[Data records]
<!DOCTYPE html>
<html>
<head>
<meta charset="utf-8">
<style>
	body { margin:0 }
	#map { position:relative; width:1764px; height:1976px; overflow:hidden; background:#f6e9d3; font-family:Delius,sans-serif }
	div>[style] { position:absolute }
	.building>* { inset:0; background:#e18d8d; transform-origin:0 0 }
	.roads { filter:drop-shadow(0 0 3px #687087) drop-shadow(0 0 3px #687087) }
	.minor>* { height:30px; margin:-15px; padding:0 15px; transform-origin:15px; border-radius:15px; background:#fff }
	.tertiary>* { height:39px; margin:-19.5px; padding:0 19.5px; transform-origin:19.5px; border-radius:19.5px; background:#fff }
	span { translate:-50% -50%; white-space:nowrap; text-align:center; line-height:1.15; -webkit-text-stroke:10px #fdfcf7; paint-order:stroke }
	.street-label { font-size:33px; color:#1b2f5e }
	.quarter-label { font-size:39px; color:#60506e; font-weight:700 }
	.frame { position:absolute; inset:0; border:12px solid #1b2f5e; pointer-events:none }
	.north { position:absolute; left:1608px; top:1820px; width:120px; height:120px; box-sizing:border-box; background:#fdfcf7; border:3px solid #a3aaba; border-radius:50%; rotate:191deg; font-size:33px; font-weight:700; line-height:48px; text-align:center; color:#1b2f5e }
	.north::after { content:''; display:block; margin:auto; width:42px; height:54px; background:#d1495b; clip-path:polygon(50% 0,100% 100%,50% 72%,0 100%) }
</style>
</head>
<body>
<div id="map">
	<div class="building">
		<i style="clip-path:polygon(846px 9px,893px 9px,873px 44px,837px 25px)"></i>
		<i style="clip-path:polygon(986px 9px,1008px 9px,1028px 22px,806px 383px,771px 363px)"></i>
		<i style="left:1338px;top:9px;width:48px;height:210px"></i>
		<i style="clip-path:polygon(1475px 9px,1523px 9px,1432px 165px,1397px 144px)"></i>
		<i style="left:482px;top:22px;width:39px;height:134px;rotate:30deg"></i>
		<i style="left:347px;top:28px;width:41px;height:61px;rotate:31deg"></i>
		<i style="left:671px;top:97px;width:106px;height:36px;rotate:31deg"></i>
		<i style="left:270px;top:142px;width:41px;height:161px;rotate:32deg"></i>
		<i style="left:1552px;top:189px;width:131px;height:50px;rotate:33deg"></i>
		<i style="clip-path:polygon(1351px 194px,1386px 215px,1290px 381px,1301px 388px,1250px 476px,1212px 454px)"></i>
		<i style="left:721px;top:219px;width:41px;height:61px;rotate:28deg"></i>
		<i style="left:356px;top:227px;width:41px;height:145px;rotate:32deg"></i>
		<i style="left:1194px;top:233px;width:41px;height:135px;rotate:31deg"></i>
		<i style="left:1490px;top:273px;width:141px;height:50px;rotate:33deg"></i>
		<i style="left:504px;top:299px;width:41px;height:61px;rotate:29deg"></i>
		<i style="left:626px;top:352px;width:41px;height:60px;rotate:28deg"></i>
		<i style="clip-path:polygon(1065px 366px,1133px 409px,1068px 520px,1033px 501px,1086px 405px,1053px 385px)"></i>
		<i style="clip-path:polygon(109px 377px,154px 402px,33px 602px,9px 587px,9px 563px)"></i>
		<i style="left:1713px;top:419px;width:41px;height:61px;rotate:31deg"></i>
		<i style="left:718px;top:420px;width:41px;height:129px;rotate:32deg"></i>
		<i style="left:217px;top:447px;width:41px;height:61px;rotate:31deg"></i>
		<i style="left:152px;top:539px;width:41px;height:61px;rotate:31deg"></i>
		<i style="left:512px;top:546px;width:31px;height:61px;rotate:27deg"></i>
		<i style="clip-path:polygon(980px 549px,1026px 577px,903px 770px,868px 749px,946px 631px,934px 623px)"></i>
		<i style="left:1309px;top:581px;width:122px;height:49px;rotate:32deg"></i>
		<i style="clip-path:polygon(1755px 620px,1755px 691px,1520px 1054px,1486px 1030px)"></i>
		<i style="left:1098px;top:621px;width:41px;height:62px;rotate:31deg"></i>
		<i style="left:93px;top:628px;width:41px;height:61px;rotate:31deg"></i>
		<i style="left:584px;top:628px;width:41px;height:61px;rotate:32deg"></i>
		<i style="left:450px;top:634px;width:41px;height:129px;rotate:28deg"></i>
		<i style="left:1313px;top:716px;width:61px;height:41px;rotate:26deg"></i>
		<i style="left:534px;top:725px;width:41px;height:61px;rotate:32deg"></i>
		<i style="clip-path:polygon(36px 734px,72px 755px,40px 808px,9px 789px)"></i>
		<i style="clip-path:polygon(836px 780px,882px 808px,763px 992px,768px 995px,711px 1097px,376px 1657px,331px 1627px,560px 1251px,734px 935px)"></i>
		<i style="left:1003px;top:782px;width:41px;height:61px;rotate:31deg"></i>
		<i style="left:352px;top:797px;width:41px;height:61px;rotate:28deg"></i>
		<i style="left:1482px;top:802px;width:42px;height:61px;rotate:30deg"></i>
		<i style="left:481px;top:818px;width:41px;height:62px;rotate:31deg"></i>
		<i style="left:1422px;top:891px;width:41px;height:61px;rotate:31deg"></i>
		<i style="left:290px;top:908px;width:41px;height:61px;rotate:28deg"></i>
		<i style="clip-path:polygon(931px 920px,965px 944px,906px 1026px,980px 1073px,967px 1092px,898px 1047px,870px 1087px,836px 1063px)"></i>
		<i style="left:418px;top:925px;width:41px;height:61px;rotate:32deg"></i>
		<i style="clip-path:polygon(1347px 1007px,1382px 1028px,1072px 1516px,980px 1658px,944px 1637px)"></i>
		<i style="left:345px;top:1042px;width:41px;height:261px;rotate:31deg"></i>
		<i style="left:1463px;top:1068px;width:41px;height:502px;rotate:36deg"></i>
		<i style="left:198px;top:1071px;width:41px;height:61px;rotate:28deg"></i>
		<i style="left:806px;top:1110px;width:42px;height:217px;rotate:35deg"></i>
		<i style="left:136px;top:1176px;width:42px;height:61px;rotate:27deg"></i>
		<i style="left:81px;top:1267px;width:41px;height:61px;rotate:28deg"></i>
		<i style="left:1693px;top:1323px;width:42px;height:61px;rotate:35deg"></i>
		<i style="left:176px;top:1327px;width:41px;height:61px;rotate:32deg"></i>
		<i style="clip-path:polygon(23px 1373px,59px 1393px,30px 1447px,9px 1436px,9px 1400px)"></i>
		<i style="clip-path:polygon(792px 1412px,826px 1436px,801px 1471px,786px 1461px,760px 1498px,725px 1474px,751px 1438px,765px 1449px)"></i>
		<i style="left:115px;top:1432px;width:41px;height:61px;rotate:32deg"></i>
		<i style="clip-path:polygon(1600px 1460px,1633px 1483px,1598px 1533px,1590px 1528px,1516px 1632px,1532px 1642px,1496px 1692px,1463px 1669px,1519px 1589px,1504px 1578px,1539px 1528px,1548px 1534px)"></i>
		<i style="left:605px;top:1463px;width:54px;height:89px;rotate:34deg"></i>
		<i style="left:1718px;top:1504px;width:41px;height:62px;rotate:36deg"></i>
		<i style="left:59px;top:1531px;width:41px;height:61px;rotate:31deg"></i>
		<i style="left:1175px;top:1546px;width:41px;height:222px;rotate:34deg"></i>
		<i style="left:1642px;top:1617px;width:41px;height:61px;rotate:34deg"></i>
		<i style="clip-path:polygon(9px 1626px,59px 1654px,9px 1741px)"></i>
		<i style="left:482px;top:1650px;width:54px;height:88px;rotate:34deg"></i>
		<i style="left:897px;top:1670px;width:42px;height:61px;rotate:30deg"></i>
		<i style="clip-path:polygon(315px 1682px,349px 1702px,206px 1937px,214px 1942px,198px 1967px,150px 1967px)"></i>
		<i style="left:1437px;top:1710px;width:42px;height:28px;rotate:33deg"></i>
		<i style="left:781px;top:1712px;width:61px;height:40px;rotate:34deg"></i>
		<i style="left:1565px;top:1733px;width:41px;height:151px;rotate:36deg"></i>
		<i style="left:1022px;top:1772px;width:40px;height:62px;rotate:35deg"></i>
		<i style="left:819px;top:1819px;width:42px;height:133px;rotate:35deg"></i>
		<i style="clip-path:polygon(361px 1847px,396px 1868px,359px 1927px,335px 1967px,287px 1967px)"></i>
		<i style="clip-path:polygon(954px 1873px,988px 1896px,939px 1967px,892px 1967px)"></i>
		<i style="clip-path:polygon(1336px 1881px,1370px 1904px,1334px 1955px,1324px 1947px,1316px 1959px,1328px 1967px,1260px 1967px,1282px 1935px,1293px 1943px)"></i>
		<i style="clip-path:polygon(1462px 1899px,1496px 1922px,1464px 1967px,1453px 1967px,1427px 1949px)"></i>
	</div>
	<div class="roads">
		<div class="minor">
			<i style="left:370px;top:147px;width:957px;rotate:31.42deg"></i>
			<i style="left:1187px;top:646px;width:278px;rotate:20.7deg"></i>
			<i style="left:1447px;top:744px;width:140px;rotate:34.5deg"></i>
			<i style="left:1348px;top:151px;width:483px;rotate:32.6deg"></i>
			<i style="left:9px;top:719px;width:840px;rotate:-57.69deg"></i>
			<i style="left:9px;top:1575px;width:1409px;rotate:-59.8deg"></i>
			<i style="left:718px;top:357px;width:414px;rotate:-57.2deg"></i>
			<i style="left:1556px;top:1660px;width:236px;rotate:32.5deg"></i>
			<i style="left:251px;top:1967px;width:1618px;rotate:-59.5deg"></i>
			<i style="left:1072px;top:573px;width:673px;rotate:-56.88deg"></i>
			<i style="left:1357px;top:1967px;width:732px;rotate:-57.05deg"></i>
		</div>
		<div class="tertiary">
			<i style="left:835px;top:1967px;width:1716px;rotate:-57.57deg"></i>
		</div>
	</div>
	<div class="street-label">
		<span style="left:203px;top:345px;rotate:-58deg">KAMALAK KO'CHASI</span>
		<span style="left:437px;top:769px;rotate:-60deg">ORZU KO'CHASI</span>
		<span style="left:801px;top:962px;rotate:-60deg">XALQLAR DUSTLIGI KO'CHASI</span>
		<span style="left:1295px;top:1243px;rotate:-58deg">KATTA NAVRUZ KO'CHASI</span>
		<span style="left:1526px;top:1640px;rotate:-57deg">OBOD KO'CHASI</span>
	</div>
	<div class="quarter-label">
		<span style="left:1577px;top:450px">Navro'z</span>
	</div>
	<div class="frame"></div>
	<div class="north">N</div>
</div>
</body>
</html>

[What the task requires] For this exercise, repeat exactly the lines of the data above from the one with "position:relative; width:1764px; height:1976px;" down to the one with "filter:drop-shadow(0 0 3px", both end lines included.

[The answer]
	#map { position:relative; width:1764px; height:1976px; overflow:hidden; background:#f6e9d3; font-family:Delius,sans-serif }
	div>[style] { position:absolute }
	.building>* { inset:0; background:#e18d8d; transform-origin:0 0 }
	.roads { filter:drop-shadow(0 0 3px #687087) drop-shadow(0 0 3px #687087) }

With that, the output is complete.